Stupid fool that I was, I looked.
Thanks to Kennedy’s love affair with disaster films, I’d done more than my fair share of research verifying if the nonsense she spouted during her commentary of them had any truth to it whatsoever. During a bad blow, twisters flung anything in its path every which way with no care of what—or who—it damaged.
Under no natural circumstances would a tornado leave the bodies of its victims piled together, easy to find without being tangled in any wreckage. Distracted by the plane, I hadn’t looked to the sides, and when lightning turned night to day, I struggled to believe there could be so many of them.
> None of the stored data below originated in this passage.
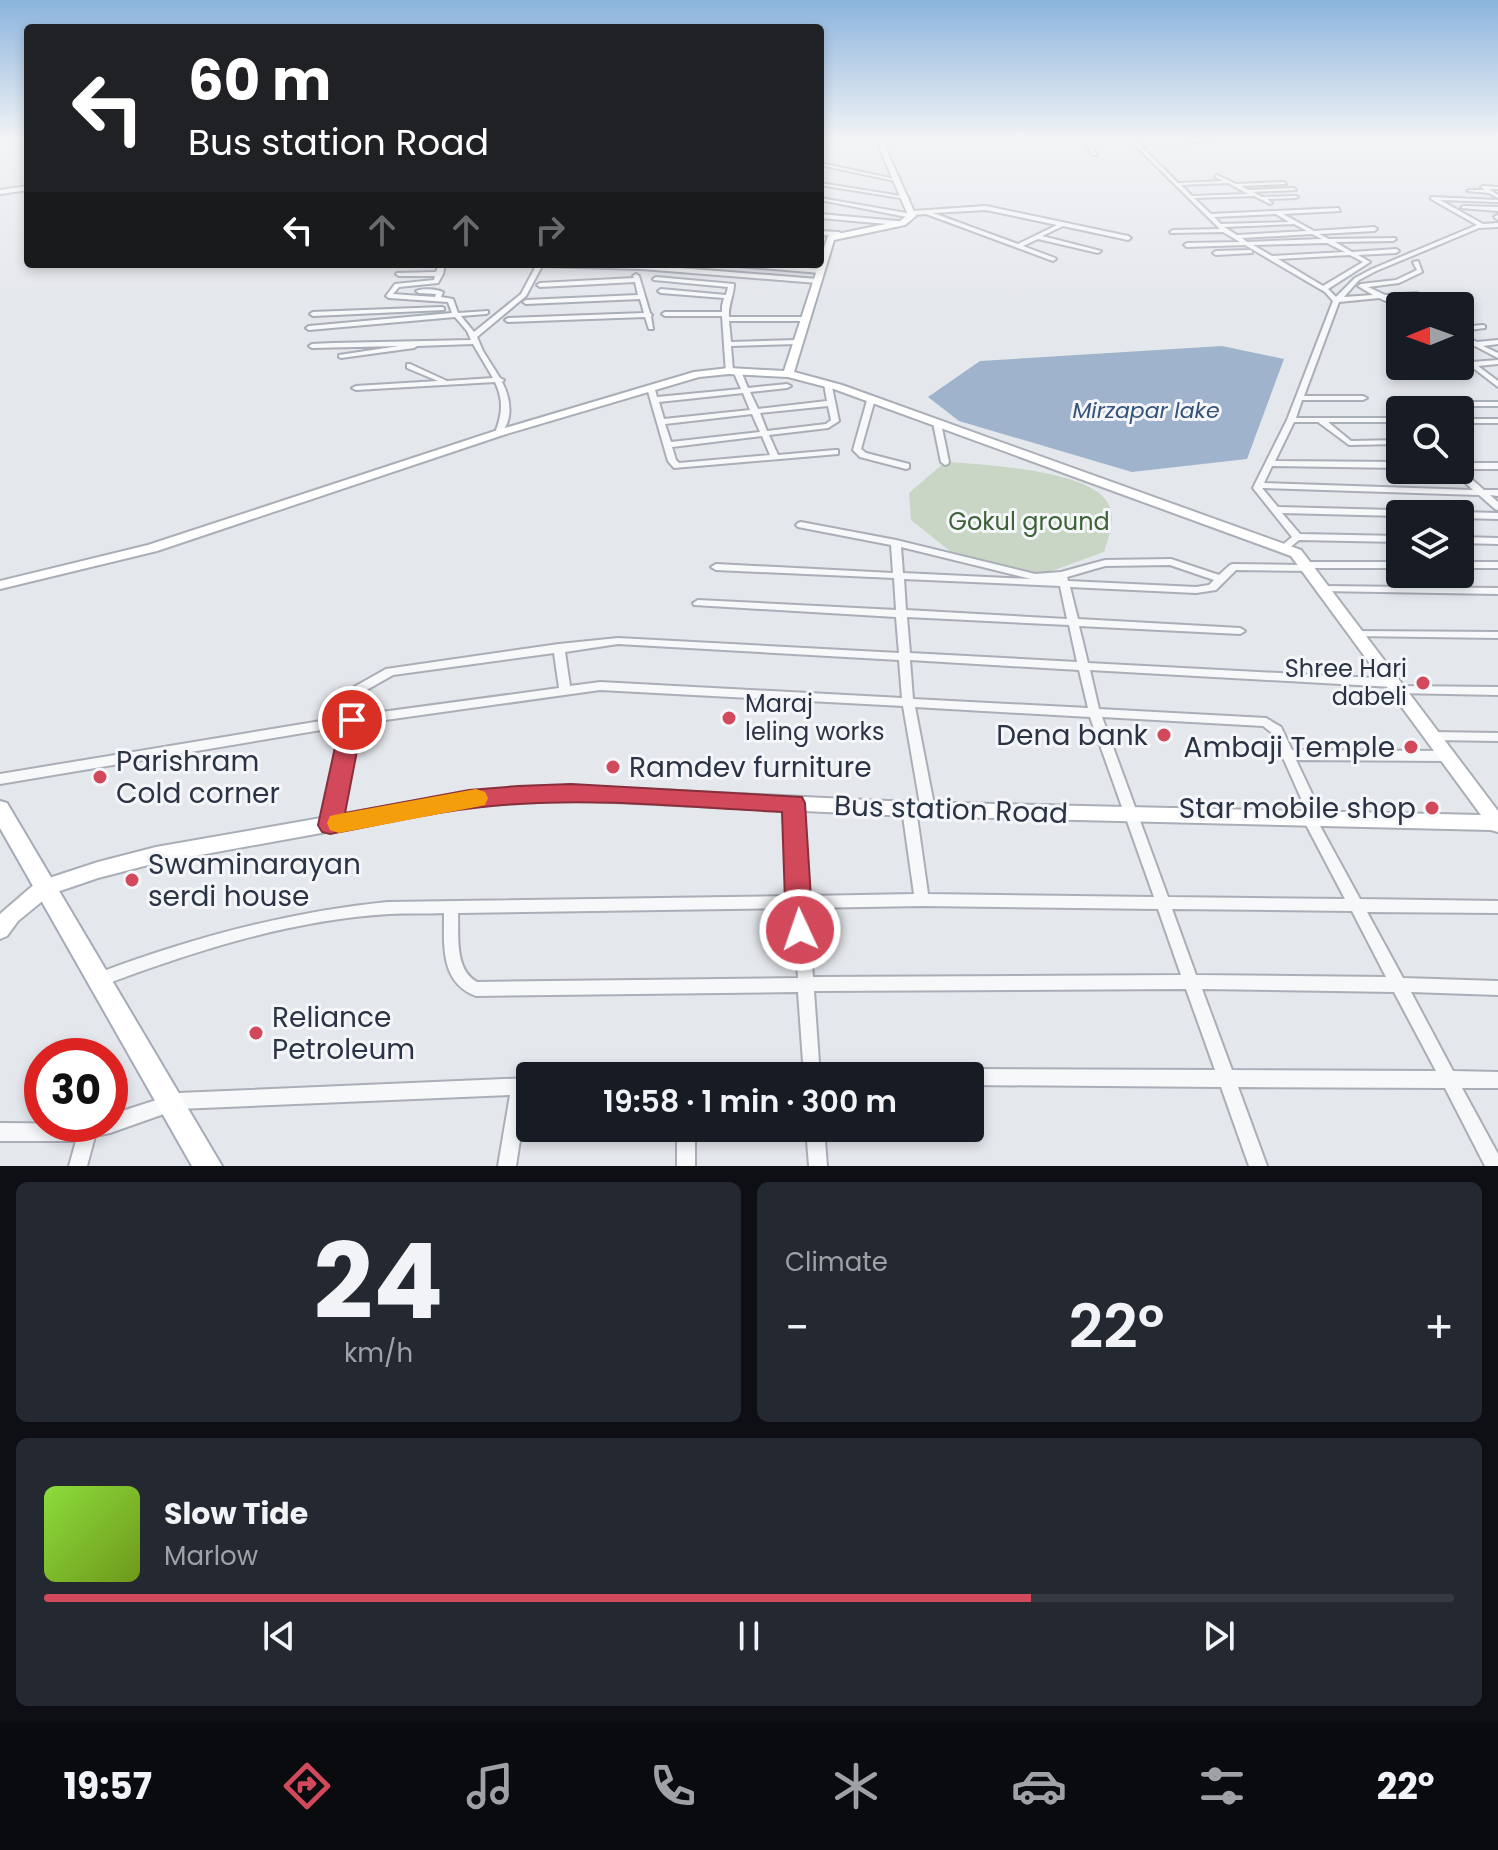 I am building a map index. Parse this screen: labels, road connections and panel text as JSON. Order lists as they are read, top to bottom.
{
  "streets": {
    "street": ["Bus station Road"]
  },
  "water": ["Mirzapar lake"],
  "parks": ["Gokul ground"],
  "places": [
    "Shree Hari dabeli",
    "Maraj leling works",
    "Dena bank",
    "Ambaji Temple",
    "Ramdev furniture",
    "Parishram Cold corner",
    "Star mobile shop",
    "Swaminarayan serdi house",
    "Reliance Petroleum"
  ],
  "north": "left",
  "page": {
    "turn": ["60 m", "Bus station Road"],
    "limit": "30",
    "trip": "19:58 · 1 min · 300 m",
    "tile": [
      ["24", "km/h"],
      "Climate"
    ],
    "heat": ["−", "22°", "+"],
    "song": ["Slow Tide", "Marlow"],
    "tabs": ["19:57", "22°"]
  }
}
I spun, slipped in the mud, and landed on my ass.
“Reed?”
“I think you were right about the bodies.” The breathlessness of my voice coupled with the tightness in my chest warned me the worst was still to come. I knew I needed to breathe, but I floundered, stuck on my brief glimpse of the dead. A twisted little part of me suggested they could still be dying.
Every rare now and then, someone got flung by a twister and ended up in a tree, alive to tell the tale. Miracles happened in a world angels and demons visited, where humans toyed with the laws of physics with magic because they could without any real care if they should.
Scalding hands cupped my face, and Kennedy crouched in front of me. “Reed.”
My name, her lips, her presence far too close for my comfort, and too many bodies to count spelled another utter disaster. I promptly forgot everything anyone had ever tried to teach me about conquering panic attacks, all so I wouldn’t do something embarrassing and potentially dangerous, which included faint in my ex’s arms.